In order to understand the violence that Mary had to offer herself in making this sacrifice, it would be necessary to comprehend the love which this mother bore to Jesus.

Generally speaking, the love of mothers is so tender for their children, that when they are at the point of death, and they are about to lose them, they forget all their faults, their defects, and even the injuries they have received from them, and they suffer an inexpressible grief. And yet the love of those mothers is a love divided among other children, or among other creatures.

Mary has one only Son, and he is the most beautiful of all the children of Adam; he is most amiable, for he has all lovable qualities; he is obedient, virtuous, innocent, holy, in one word, he is God.

The love of this mother too is not divided among other objects; she has centered all her love upon this only Son, neither does she fear loving him to excess, for this Son is God, who merits an infinite love. And this Son is the victim whom she had voluntarily to offer to death.


Let every one consider, then, how much it must have cost Mary to sacrifice on the cross the life of a Son so amiable, and what strength of mind she must have exercised in this act.

Behold the most fortunate of mothers, because she is the mother of a God, but she is at the same time a mother most worthy of compassion, because the most afflicted; being the mother of a Son whom she saw destined to the cross from the day when he was given her for a Son!

What mother would accept a son, knowing that afterwards she should lose him by such a painful and infamous death, and that she should be present to see him die? Mary willingly accepted this Son with so hard a condition; and not only accepted him, but offers him herself this day, with her own hands, to death, sacrificing him to the divine justice.

St. Bonaventure says, that the blessed Virgin would willingly have taken upon herself the sufferings and death of her Son; but to obey God she made the great offering of the divine life of her beloved Jesus, conquering, but with the greatest grief, all the tenderness of love that she bore him.

Hence it is, that in this offering Mary had to do more violence to herself, and was more generous, than if she had offered herself to suffer all her Son Was to suffer.

Therefore she surpassed all the martyrs in generosity, for the martyrs offered their own lives; but the Virgin offered the life of her Son, whom she loved and esteemed infinitely more than her own life.


Neither did the suffering of this painful offering end here; rather it commenced here; for from that time forward, through the whole life of her Son, Mary had always before her eyes death, and all the pains he was to suffer in his death.

Hence, the more this Son discovered to her how beautiful, graceful, and amiable he was, so much more did the anguish of her heart constantly increase.

Ah, afflicted mother! if thou hadst loved thy Son less, or if thy Son had been less lovely, and had loved thee less, thy suffering would certainly have been less in offering him to death.

But there never has been, and there never will be, a more loving mother than thou, because there never has been, and never will be, a son more amiable and more loving towards his mother than thy Jesus.
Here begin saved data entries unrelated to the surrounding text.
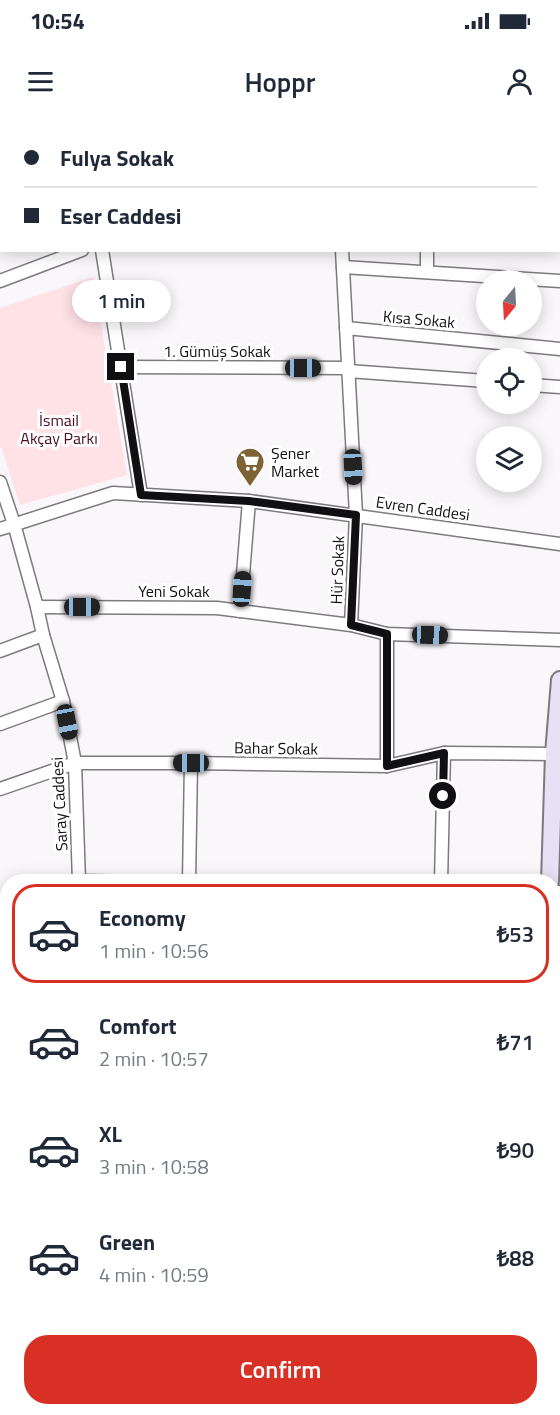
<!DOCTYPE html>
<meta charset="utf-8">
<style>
:root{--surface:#fff;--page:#f2f2f3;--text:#1f2937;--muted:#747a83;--line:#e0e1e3;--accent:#d93025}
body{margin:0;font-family:"Titillium Web",sans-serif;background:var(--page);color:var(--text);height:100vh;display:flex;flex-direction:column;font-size:22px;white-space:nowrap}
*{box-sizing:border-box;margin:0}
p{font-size:20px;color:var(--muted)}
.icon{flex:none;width:33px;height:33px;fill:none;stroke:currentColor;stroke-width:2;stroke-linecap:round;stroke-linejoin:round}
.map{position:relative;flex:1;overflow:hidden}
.drawer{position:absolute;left:0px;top:754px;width:561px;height:542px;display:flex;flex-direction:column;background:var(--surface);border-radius:24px 24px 0 0;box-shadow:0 3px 15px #0003}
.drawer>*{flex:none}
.banner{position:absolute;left:0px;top:0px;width:561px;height:132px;box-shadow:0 3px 15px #0003;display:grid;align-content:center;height:132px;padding:0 24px;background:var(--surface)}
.needle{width:39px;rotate:198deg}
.fabs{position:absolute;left:476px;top:150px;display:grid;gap:12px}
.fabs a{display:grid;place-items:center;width:66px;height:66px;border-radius:50%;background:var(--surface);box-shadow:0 3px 15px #0003;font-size:30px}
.end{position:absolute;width:27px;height:27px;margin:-14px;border:8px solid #100f11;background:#fff;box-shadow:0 0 0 3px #fff}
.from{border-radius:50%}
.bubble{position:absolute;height:42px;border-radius:21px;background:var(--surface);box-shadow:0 3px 15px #0003;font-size:20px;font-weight:600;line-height:42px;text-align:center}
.car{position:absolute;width:18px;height:36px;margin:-18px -9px;border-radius:8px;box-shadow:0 0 4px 2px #0007;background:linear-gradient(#222 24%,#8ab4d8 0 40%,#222 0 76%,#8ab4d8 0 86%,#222 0)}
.banner b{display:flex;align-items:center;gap:21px;height:57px;font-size:22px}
.banner b+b{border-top:2px solid var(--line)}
.banner i{width:15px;height:15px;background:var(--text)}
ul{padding:10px 0 0;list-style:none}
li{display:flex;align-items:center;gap:18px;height:99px;margin:0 12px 9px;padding:0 12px;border:3px solid transparent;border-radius:24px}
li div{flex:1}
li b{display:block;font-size:22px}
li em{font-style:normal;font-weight:600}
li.on{border-color:var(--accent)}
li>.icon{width:54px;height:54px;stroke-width:1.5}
.button{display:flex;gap:12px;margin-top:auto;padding:12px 24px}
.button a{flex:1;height:69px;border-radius:24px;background:var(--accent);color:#fff;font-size:24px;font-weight:600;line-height:69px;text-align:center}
.status{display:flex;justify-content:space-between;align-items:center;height:42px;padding:0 30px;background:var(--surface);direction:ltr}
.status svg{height:16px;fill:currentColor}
header{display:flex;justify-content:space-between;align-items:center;height:78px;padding:0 24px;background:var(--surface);font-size:27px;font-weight:600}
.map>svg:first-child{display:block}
.green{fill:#fee2e6}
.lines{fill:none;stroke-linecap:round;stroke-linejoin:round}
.stream{stroke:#8da7fb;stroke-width:4}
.street-casing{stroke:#7d7a7e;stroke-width:15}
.secondary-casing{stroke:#7d7a7e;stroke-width:20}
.street{stroke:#fff;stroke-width:12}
.secondary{stroke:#e6e1f5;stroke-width:16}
.route{stroke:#100f11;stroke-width:8}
.labels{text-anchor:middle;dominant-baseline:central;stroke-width:6;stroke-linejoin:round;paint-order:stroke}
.street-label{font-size:16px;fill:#100f11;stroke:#fff}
.park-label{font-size:16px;fill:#4c0e21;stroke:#fff}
.poi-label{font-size:16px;fill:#100f11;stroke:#fff;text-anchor:start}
</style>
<div class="status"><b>10:54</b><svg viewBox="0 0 49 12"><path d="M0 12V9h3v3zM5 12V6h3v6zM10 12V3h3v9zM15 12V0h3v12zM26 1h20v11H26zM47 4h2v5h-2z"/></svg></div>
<header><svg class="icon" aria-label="menu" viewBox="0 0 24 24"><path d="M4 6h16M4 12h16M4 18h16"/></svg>Hoppr<svg class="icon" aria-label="person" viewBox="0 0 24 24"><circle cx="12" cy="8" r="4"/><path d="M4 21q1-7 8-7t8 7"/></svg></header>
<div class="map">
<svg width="560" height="1295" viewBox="0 0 560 1295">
<rect width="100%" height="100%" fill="#faf7fb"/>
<path class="green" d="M93,157l34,198 -107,30 -20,-61v-136z"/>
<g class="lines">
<g class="stream">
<path d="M0,1112l8,18"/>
<path d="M71,1288l3,7"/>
</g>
<g class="street-casing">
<g id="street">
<path d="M83,0v2"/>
<path d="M202,0l1,2"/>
<path d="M336,0v2"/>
<path d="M428,2v-2"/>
<path d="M0,80h2"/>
<path d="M102,130l39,245"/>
<path d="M342,130l14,265 -5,110"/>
<path d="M343,147l217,14"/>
<path d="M427,152v-22"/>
<path d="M0,161l82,-31"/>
<path d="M346,208l214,21"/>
<path d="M121,247l227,1"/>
<path d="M348,251l138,10"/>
<path d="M531,265l29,2"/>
<path d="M0,362l14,42 23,83 6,28 20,66 12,62 4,119"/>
<path d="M0,409l113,-36 136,8 311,43"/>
<path d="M37,487l180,1 134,17 36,9 173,6"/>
<path d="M240,491l9,-110"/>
<path d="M387,514v132"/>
<path d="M0,531l43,-16"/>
<path d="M0,604l63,-23"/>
<path d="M0,669l75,-26h116l196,3 57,-13 110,1"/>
<path d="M75,762l4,-1 66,1"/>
<path d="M189,762l2,-119"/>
<path d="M441,762l3,-129"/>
<path d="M554,772h6"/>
<path d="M0,793l8,-3"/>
<path d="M0,818l8,19"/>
<path d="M554,894h6"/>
<path d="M0,979l8,-3"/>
<path d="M554,1062l6,1"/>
<path d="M0,1106l8,-3"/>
<path d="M554,1191h6"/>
<path d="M216,1288l3,7"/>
<path d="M440,1288l79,7"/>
<path d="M138,1295l19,-7"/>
</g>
</g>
<g class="secondary-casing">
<g id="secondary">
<path d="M550,762l4,-128 6,-74"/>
<path d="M0,1148l8,19"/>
<path d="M56,1288l2,7"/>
<path d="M519,1295l1,-7"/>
</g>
</g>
<use href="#street" class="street"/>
<use href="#secondary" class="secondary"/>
</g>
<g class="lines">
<path class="route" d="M121,247l20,128 108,6 107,14 -5,110 36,9v132l57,-13 -1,43"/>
</g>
<defs>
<g id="supermarket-pin" transform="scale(1.5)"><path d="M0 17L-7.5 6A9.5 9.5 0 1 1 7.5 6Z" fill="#7d6335" stroke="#fff"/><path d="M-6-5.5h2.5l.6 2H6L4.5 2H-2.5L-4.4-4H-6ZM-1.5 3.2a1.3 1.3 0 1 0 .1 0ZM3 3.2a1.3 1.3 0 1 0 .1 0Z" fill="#fff"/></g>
</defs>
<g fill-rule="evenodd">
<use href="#supermarket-pin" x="250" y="342"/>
</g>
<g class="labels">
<g class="street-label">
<text transform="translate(419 199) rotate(5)">Kısa Sokak</text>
<text x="217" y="231">1. Gümüş Sokak</text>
<text transform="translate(423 388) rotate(8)">Evren Caddesi</text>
<text transform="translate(337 450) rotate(-88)">Hür Sokak</text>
<text x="174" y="471">Yeni Sokak</text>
<text transform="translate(276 628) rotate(1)">Bahar Sokak</text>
<text transform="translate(59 684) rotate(-93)">Saray Caddesi</text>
</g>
<g class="park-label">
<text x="59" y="300">İsmail<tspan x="59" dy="18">Akçay Parkı</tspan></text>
</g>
<g class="poi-label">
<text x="271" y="333">Şener<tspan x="271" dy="18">Market</tspan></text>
</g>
</g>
</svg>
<div class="fabs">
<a><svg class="needle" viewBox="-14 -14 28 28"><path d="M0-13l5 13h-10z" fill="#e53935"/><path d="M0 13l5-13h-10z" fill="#747a83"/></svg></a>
<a><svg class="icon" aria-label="locate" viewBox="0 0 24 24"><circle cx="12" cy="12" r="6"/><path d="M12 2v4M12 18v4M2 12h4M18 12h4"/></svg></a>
<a><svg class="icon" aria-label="layers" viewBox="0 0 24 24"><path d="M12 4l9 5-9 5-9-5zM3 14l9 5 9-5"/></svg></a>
</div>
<i class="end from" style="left:443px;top:676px"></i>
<i class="end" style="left:121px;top:247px"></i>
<div class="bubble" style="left:72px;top:160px;width:99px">1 min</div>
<i class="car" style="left:303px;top:248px;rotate:90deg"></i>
<i class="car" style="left:353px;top:347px;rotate:177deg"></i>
<i class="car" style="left:242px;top:469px;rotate:4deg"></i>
<i class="car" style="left:82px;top:487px;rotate:90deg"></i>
<i class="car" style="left:430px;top:515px;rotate:92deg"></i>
<i class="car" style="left:67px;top:602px;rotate:169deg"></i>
<i class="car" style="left:191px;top:643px;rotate:270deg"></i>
<div class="banner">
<b><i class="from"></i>Fulya Sokak</b>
<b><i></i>Eser Caddesi</b>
</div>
<section class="drawer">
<ul>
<li class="on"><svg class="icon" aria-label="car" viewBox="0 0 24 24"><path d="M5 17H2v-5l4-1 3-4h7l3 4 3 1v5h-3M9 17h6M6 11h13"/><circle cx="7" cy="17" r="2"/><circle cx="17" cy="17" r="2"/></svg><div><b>Economy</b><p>1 min · 10:56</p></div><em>₺53</em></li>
<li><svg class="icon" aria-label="car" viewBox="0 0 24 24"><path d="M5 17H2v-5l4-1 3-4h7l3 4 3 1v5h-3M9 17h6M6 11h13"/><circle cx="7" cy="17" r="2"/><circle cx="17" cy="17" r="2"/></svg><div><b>Comfort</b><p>2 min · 10:57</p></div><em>₺71</em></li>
<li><svg class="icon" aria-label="car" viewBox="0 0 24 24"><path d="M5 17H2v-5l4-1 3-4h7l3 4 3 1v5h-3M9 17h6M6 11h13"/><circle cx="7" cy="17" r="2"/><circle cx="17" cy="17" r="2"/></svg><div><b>XL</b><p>3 min · 10:58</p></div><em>₺90</em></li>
<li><svg class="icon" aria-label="car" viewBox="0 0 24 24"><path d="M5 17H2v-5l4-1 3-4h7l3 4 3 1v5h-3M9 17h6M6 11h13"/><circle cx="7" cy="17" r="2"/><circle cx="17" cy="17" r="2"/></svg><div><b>Green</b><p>4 min · 10:59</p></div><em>₺88</em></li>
</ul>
<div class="button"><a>Confirm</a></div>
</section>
</div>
Oh God! if we had seen the beauty, the majesty of countenance of that divine child, could we have had the courage to sacrifice his life for our salvation? And thou, oh Mary! who art his mother, and a mother so loving, couldst thou offer thy innocent Son for the salvation of men, to a death more painful and more cruel than any criminal had ever endured on this earth?
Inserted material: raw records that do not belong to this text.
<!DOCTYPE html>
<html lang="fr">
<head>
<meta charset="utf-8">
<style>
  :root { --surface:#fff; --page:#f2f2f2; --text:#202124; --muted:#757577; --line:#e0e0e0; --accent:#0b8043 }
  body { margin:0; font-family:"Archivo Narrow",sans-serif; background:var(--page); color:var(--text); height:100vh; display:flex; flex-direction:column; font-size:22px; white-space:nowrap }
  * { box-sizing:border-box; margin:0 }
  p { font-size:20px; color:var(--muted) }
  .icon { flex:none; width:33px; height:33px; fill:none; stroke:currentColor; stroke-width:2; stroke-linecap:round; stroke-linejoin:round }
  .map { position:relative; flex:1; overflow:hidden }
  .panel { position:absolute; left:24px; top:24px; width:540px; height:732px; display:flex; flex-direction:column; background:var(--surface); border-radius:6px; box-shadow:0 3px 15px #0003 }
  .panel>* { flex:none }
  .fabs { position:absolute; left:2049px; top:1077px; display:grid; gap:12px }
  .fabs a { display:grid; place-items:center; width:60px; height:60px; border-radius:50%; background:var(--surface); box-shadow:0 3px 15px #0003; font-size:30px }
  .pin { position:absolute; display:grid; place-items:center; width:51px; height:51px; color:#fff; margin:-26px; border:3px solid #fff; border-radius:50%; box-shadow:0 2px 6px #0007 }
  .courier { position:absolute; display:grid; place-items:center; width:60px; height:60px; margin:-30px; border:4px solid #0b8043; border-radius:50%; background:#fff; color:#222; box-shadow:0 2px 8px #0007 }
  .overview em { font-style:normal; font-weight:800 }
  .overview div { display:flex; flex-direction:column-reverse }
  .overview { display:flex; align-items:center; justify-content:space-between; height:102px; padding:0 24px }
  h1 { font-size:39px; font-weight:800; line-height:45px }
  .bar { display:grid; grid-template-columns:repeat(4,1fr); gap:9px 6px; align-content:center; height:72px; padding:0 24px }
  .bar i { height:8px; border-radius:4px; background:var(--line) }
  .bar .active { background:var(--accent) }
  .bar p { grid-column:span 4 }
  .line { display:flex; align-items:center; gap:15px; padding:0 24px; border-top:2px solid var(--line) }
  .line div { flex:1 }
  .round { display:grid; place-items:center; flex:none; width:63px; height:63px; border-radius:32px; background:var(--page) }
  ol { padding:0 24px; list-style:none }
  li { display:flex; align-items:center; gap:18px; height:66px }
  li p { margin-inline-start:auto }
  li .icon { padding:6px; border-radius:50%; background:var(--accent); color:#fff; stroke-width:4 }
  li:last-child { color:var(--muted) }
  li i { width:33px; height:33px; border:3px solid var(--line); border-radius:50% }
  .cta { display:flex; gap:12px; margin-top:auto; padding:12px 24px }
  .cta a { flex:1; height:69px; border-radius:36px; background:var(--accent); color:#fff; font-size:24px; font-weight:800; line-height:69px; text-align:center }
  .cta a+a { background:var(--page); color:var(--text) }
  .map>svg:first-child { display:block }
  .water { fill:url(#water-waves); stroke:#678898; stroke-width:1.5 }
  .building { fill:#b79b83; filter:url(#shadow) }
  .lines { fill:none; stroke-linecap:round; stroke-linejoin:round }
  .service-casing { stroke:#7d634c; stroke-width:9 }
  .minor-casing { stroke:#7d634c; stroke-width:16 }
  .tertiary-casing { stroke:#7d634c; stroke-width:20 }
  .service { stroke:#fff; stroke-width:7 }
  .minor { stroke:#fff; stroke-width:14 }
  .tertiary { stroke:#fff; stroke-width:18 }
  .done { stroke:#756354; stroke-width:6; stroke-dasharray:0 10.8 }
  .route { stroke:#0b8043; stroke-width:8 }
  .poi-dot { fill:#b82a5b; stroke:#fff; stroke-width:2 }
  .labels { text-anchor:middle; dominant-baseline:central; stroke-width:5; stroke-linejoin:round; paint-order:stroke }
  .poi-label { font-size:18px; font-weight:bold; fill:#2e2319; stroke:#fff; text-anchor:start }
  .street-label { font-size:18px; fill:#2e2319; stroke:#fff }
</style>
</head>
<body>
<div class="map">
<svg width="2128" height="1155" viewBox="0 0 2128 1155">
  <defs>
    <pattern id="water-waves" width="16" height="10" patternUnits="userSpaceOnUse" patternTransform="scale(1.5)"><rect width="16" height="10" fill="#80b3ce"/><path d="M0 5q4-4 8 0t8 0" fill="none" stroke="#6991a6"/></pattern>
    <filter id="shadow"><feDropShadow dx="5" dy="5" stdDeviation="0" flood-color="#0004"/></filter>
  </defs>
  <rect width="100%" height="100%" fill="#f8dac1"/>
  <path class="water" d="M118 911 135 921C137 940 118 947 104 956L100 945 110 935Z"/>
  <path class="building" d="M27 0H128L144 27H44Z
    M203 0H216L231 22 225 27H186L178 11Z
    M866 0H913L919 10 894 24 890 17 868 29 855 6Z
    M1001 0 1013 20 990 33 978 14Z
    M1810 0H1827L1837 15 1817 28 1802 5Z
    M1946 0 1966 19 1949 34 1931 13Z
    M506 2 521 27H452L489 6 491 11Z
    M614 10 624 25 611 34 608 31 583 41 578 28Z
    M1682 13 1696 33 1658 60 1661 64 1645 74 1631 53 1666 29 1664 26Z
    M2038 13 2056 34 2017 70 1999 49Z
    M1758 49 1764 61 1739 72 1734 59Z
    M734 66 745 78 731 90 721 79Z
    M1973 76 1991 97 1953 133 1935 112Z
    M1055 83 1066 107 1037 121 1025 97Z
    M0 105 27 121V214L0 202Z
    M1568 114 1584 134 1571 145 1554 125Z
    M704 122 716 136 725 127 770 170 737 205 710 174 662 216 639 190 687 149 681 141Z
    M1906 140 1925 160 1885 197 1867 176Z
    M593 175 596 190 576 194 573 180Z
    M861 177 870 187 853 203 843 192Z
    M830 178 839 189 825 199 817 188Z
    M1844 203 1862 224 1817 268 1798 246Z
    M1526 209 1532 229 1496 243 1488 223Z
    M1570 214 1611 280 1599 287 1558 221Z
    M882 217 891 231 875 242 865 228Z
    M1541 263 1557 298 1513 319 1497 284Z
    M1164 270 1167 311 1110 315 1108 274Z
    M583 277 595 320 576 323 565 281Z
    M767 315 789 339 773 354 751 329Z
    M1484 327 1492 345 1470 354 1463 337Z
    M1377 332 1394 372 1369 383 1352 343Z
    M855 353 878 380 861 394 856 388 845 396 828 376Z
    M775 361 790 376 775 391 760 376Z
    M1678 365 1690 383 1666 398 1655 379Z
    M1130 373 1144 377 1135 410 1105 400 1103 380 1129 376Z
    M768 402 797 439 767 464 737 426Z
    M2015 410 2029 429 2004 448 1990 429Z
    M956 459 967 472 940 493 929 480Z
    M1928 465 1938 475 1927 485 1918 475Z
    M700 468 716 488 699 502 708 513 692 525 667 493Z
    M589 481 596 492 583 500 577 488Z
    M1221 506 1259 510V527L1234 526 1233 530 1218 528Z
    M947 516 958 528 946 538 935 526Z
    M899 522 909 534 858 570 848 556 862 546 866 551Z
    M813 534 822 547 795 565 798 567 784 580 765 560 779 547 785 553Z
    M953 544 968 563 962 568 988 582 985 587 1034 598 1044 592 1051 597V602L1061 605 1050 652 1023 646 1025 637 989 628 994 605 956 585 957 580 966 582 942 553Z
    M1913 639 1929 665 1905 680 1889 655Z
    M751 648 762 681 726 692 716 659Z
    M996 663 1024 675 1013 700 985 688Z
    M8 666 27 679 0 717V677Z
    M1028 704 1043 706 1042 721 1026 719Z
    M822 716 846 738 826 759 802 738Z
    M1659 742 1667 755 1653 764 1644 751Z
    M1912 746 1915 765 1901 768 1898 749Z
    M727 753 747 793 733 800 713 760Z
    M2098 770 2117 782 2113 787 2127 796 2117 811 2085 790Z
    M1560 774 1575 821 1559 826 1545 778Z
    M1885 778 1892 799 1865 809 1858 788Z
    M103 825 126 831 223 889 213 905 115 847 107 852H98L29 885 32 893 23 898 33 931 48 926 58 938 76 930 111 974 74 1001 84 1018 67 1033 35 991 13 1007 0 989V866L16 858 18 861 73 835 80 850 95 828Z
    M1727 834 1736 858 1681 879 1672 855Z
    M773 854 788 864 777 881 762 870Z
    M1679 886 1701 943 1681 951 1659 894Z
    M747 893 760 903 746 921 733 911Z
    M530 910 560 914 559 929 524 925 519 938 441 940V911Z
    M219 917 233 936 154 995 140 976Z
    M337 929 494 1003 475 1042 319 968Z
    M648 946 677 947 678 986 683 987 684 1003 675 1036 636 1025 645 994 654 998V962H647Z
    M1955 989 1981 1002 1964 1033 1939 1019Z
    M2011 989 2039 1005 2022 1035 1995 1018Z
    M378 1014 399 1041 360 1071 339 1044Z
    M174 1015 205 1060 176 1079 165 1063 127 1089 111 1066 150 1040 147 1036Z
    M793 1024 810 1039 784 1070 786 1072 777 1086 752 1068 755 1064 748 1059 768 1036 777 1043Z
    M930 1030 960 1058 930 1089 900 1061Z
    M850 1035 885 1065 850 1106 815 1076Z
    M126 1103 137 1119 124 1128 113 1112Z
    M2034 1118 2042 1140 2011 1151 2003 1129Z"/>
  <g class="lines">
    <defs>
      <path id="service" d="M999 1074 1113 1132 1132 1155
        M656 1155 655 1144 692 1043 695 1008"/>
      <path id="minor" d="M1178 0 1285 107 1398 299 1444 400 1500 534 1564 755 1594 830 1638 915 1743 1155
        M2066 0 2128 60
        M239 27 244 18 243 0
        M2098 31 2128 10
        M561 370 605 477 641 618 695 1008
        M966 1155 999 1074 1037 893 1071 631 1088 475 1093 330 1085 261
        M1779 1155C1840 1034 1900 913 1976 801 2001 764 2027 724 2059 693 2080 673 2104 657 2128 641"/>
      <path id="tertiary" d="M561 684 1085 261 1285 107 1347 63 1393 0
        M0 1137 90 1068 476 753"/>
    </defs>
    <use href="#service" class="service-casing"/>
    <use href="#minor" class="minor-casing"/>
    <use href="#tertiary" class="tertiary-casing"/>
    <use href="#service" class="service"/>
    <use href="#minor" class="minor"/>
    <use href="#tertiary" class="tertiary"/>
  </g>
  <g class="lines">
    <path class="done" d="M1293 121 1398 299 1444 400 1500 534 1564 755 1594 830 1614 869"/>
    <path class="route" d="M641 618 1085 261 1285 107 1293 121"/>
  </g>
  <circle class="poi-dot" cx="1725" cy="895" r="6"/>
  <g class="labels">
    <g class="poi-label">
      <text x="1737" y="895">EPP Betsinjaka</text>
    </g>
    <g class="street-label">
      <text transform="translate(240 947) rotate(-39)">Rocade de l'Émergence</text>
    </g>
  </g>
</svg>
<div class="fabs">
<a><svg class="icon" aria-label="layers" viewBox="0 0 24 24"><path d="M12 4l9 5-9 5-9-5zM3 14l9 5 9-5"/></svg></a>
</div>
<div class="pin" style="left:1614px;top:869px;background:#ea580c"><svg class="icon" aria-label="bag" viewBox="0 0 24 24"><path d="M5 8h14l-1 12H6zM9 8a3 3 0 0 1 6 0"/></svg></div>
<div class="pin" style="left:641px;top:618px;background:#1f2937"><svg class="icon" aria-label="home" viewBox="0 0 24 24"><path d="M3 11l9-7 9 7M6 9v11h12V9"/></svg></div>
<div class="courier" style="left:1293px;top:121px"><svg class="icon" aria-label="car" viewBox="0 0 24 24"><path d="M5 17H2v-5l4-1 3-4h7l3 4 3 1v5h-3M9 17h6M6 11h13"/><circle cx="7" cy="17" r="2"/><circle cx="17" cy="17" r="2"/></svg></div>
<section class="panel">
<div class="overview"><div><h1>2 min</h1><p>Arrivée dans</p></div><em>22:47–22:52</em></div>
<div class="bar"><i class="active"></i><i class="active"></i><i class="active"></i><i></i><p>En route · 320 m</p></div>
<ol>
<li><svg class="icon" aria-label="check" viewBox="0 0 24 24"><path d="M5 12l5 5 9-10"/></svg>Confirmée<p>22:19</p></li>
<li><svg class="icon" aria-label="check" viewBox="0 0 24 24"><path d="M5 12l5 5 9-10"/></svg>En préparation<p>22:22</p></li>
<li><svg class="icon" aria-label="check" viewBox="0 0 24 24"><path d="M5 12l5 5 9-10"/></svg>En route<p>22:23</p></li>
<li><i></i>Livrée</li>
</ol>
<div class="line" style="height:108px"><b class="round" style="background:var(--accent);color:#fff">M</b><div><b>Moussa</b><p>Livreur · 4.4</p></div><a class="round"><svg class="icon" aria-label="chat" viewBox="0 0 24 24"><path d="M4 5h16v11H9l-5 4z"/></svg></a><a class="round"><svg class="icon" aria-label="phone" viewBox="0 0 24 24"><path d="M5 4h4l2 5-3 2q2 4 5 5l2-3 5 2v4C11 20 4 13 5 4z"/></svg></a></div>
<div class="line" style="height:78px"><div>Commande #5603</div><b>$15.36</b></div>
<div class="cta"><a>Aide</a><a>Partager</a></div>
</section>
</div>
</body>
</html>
Alas! what a fearful scene from that day forward did love continually place before the eyes of Mary, representing to her all the injuries and mockeries which were to be offered to her poor Son!

Behold love already representing him to her in his agony in the garden, then torn by scourges, and crowned with thorns in the hall of Pilate, and finally hanging from the infamous wood on Calvary! Behold, oh mother, said love, what a lovely and innocent Son thou hast offered to such sufferings, and to so dreadful a death!

And of what avail will it be to thee to rescue him from the hands of Herod, in order to reserve him for so piteous an end?